KLAMATH FALLS - After a few shots of western juniper gin maybe you can sleep it off in a western juniper bed.
According to Scott Leavengood, a wood products agent in the Klamath County office of the Oregon State University Extension Service, several market forces have come together to make western juniper a more valuable product.
The gin is more of a novelty item because it is just flavored with western juniper berries, explains Leavengood. But twisted juniper bed posts are examples of the arty products you can make with the wood.
Most people are only familiar with juniper as fence posts and firewood, according to Leavengood, but there are hundreds of other products that can be made from the underutilized wood.
For a variety of reasons western juniper has been taking over the range landscape for the last 100 years, and juniper woodlands now occupy 10 to 15 times more land than they did in the previous century.
It's most likely a combination of fire suppression and over-grazing has allowed more young junipers to flourish, according to Leavengood. This has led some ranchers and other landowners to look for ways to get rid of the junipers to increase forage for cattle.
The most common remedies are cutting the trees or pushing them over with heavy equipment. Usually after the junipers are cut, they are burned or simply piled up and allowed to slowly decompose.
The cost of knocking the trees down mechanically is $35-50 per acre, but manual felling, delimbing and slash dispersal can cost as much as $250 per acre, according to Larry Swan, a U.S. Forest Service resource specialist and coordinator of the ad-hoc Western Juniper Commercialization Project.

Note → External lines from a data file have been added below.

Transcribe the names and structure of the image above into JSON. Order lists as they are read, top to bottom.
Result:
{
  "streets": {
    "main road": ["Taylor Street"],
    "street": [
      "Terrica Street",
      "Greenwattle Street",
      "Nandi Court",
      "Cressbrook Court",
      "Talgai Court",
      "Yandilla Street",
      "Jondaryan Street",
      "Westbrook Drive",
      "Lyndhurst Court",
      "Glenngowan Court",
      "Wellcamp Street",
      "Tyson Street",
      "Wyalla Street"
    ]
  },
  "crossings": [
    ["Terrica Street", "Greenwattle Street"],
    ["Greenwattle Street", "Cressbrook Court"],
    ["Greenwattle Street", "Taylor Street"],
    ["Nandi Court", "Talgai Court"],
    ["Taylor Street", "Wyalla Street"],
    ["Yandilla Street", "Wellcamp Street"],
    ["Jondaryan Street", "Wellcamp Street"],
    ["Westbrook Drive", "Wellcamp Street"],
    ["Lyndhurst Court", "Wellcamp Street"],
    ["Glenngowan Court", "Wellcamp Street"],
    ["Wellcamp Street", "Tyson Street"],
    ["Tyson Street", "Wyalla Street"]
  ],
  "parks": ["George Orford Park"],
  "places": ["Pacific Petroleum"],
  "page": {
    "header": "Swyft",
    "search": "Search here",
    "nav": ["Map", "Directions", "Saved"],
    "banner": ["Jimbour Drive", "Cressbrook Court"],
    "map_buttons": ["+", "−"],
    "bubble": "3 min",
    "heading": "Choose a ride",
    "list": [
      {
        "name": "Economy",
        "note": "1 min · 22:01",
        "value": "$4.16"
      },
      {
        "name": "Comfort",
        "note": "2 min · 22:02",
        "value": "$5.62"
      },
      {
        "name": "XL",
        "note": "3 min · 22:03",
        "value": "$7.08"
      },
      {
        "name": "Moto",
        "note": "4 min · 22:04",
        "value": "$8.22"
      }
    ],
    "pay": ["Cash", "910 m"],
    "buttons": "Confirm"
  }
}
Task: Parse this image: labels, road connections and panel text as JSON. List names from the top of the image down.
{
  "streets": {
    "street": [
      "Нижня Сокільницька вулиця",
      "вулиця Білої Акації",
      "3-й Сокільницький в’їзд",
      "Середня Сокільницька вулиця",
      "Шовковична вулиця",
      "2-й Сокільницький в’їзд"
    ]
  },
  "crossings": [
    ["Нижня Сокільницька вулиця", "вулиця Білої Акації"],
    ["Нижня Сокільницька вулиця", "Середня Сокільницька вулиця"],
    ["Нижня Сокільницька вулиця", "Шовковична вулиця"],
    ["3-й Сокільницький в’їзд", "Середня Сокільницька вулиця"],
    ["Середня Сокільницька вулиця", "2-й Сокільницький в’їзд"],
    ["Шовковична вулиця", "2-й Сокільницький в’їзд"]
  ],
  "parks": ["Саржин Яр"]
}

Swan estimates that at least 3,000 ranchers in Oregon and California plan to thin their juniper woodlands in the next 10 years, and the cost of that could be as high as $13 million.
The Western Juniper Commercialization Project is the result of discussions during a 1991 focus group of wood products manufacturers organized by the USDA Forest Service's Winema National Forest in south central Oregon, Leavengood said. The partnership benefits both ranchers and manufacturers.
"The purpose of the focus group was to identify critical issues from a manufacturer's perspective, potential areas of cooperation, and who could consider working together with the Forest Service and other government and non-profit economic development organizations," said Leavengood.
"Impetus to discussions was provided by the shutdown of several local mills," he said. "Over the course of just 18 months, 1,200 manufacturing jobs were lost out of a total regional manufacturing employment base of less than 4,000."
Western juniper heartwood is highly durable (similar to redwood and cedars) and has aromatic properties like its close relative eastern red cedar, Leavengood said.
The color of the wood varies from milky white to deep reddish-brown and has large, swirling grain patterns and bands of heartwood mixed with sapwood, similar to eastern red cedar. Tests have shown that juniper wood machines, glues, and finishes well.
Once dried, juniper wood shrinks and swells less than many other Pacific Northwest species such as Douglas-fir, ponderosa pine, and western red cedar. Juniper has some unique bending properties. When soaked in hot water, thin samples have been tied into intricate knots without splitting.
Still, Leavengood cautioned that landowners probably aren't going to make money selling juniper wood, partially because the harvest costs are three to five times that of pine. However, these developing markets should eventually eliminate the cost of thinning juniper woodlands, he said.
Even if western juniper becomes more valuable, there is little danger of millers wanting to cut old growth junipers (tree identified by some scientists as those 140 years old or older). Generally, they have poor wood quality.
The Western Juniper Commercialization Project received the 1997 Oregon Governor's Cup for Industrial Excellence. The award, Leavengood noted, was an engraved juniper cup.